Search the records for the string "image" and copy every line in which it appears.

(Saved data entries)
☆ ☆ ☆ ☆ ☆ ☆ ☆
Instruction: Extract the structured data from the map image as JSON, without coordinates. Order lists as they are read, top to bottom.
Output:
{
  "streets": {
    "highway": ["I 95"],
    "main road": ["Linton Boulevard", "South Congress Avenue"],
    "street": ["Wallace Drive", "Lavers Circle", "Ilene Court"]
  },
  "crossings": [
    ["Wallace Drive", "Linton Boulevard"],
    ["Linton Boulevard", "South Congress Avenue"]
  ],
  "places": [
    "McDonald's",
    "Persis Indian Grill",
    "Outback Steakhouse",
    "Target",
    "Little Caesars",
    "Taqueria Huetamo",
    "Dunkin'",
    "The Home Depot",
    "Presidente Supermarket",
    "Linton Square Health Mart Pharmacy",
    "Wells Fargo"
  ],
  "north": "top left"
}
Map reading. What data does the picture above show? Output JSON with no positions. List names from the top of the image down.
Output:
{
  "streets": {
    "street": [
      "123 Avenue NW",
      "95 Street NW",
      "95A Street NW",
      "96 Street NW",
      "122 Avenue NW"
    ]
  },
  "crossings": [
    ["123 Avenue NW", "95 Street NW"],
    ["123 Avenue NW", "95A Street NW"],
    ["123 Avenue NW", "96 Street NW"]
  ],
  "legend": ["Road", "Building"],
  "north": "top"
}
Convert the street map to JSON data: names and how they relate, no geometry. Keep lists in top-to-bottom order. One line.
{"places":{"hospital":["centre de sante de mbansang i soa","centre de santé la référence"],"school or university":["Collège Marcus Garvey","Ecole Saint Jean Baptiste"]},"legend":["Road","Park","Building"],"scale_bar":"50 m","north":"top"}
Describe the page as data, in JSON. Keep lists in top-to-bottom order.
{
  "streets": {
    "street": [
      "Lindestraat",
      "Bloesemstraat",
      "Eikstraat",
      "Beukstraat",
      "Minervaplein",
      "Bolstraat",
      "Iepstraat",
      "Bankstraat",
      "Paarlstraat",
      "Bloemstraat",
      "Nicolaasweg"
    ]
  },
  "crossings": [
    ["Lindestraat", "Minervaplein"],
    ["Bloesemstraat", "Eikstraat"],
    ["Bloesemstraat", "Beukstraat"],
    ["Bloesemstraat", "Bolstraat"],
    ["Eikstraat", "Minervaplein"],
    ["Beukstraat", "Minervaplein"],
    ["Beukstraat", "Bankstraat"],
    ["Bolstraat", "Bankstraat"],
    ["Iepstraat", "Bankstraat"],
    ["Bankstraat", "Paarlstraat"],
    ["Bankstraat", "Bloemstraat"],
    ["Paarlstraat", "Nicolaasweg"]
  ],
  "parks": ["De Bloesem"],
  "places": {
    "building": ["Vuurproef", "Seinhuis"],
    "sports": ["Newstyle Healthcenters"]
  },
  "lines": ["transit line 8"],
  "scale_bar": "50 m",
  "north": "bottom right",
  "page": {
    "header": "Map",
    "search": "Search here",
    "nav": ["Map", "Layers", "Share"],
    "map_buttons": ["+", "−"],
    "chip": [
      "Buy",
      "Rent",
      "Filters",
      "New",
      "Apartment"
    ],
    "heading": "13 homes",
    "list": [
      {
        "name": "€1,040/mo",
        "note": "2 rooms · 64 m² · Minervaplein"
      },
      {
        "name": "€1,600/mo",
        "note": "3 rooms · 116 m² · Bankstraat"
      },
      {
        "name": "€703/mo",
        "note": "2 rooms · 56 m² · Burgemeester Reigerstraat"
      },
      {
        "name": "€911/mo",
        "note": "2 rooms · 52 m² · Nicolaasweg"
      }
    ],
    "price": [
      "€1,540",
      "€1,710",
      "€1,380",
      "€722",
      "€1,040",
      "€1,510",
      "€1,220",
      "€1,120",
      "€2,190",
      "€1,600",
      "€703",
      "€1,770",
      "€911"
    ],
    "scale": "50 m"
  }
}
☆ ☆ ☆ ☆ ☆ ☆ ☆
RESPONSE
Instruction: Extract the structured data from the map image as JSON, without coordinates. Order lists as they are read, top to bottom.
Map reading. What data does the picture above show? Output JSON with no positions. List names from the top of the image down.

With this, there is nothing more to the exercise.